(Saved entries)
_ _ _

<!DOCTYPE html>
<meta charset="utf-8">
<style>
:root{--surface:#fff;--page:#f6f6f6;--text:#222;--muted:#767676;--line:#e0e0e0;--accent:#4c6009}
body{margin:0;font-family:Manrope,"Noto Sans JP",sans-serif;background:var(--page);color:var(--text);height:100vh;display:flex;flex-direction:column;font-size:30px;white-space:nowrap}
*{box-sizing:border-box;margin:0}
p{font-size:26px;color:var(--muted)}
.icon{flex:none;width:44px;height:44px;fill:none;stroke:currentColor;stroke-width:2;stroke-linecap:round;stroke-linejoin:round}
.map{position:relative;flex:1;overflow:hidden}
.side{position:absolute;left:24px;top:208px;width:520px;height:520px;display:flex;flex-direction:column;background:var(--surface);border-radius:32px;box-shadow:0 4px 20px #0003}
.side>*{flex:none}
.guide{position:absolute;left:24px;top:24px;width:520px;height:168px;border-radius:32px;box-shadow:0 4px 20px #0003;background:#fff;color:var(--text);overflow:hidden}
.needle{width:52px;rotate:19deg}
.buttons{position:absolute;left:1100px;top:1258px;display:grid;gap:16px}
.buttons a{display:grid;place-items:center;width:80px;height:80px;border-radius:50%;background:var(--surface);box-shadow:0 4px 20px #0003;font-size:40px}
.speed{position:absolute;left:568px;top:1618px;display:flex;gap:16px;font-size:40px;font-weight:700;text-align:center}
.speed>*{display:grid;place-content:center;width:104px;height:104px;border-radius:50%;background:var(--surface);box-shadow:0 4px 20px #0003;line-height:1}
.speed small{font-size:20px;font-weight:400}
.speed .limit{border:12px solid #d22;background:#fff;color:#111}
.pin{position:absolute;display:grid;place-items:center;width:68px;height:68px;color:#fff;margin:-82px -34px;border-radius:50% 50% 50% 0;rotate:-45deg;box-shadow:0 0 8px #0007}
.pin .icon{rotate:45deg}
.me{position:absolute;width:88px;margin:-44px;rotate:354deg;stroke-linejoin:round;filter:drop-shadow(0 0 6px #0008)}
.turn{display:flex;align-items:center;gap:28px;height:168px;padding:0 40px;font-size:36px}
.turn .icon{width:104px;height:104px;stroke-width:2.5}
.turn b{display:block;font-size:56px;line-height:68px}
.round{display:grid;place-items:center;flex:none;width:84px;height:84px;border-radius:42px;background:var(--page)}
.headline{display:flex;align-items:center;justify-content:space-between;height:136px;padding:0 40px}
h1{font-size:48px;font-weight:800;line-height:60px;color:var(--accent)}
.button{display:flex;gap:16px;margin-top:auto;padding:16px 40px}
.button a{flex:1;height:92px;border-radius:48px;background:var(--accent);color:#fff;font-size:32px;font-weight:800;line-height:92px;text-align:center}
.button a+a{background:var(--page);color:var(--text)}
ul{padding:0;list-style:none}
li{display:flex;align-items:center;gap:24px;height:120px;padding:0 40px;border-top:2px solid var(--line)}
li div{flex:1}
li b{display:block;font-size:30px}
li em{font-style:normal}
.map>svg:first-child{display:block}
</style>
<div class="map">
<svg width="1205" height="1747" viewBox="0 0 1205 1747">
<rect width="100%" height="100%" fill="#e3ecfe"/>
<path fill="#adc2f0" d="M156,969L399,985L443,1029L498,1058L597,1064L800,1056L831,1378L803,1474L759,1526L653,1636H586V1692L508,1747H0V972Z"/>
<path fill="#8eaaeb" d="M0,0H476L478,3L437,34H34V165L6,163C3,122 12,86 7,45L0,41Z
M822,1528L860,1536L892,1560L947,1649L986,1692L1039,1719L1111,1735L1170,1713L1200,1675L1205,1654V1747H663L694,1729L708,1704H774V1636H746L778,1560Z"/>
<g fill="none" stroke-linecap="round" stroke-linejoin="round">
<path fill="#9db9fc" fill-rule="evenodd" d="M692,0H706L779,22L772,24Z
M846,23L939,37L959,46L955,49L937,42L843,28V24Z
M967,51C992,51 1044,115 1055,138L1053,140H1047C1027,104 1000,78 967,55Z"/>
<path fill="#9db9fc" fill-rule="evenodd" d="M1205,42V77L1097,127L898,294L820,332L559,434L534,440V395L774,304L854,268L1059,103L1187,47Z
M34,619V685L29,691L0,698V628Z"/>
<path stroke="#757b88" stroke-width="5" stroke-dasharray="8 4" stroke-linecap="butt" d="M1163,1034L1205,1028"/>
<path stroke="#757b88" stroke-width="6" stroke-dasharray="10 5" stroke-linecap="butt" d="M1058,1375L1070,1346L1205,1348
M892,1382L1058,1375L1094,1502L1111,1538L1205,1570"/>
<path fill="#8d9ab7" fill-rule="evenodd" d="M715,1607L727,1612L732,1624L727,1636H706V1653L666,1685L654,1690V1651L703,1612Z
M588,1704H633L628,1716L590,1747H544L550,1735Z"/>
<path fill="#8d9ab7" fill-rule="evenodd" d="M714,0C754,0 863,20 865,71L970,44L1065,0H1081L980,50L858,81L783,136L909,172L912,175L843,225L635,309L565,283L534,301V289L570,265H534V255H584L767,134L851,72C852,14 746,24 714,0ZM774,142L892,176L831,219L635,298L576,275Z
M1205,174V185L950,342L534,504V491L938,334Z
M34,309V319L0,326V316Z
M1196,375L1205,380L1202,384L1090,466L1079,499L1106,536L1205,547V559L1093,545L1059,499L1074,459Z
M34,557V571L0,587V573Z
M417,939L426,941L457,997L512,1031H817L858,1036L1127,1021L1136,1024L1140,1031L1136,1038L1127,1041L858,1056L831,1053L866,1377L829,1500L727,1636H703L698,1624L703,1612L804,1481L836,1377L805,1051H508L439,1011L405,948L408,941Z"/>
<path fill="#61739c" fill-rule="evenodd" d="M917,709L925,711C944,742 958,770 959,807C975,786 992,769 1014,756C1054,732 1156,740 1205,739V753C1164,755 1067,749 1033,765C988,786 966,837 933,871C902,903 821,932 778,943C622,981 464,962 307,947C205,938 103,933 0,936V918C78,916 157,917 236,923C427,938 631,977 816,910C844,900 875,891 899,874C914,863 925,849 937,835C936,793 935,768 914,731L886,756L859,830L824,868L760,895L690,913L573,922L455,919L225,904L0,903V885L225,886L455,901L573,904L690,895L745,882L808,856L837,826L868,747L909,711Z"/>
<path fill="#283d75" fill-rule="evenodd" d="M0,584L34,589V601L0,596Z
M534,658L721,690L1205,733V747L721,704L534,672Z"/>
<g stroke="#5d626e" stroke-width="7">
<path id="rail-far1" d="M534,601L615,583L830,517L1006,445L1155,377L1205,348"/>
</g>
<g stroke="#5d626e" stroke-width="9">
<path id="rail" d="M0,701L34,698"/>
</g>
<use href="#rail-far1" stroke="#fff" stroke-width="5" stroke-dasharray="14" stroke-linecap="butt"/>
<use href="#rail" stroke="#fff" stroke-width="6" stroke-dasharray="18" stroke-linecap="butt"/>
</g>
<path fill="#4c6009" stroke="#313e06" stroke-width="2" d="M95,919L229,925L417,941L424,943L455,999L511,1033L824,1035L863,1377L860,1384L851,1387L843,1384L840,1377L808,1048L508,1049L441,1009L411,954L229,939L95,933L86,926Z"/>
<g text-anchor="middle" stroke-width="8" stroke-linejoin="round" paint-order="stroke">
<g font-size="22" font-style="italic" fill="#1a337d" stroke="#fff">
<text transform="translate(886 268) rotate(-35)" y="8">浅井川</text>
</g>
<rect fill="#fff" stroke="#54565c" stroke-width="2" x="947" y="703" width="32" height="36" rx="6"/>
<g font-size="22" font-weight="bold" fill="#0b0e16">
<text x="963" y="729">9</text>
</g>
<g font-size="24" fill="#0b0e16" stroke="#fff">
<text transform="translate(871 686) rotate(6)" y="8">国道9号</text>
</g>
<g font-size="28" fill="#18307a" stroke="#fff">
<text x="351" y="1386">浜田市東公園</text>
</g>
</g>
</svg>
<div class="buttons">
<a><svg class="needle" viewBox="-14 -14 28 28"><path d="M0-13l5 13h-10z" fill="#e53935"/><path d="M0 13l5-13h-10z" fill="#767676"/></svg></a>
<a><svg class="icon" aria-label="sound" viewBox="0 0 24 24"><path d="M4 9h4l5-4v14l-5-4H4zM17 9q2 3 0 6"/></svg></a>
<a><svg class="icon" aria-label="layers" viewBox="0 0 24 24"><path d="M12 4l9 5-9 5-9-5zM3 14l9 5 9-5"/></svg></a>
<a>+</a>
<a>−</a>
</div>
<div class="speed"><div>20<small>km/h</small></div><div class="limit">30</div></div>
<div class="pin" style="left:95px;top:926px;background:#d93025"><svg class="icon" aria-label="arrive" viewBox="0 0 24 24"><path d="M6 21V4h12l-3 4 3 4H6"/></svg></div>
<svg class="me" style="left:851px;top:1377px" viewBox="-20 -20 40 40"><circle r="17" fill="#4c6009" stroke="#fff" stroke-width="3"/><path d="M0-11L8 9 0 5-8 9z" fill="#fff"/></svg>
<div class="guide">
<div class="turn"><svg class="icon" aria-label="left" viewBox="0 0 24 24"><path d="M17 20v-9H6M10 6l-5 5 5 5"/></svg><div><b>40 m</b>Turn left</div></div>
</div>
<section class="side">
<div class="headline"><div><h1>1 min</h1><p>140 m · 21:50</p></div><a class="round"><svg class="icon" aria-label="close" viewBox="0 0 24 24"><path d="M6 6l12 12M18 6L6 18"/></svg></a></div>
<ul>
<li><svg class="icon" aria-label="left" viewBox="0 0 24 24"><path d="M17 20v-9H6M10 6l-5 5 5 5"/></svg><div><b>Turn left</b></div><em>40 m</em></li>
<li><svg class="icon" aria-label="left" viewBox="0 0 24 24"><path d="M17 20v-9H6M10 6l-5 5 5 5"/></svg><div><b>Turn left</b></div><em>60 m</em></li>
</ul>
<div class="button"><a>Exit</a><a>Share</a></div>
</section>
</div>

_ _ _

### INSTRUCTIONS TO FOLLOW
The answer must consist of every line from the records above that holds "shadow".

### COMPLETED TASK
.side{position:absolute;left:24px;top:208px;width:520px;height:520px;display:flex;flex-direction:column;background:var(--surface);border-radius:32px;box-shadow:0 4px 20px #0003}
.guide{position:absolute;left:24px;top:24px;width:520px;height:168px;border-radius:32px;box-shadow:0 4px 20px #0003;background:#fff;color:var(--text);overflow:hidden}
.buttons a{display:grid;place-items:center;width:80px;height:80px;border-radius:50%;background:var(--surface);box-shadow:0 4px 20px #0003;font-size:40px}
.speed>*{display:grid;place-content:center;width:104px;height:104px;border-radius:50%;background:var(--surface);box-shadow:0 4px 20px #0003;line-height:1}
.pin{position:absolute;display:grid;place-items:center;width:68px;height:68px;color:#fff;margin:-82px -34px;border-radius:50% 50% 50% 0;rotate:-45deg;box-shadow:0 0 8px #0007}
.me{position:absolute;width:88px;margin:-44px;rotate:354deg;stroke-linejoin:round;filter:drop-shadow(0 0 6px #0008)}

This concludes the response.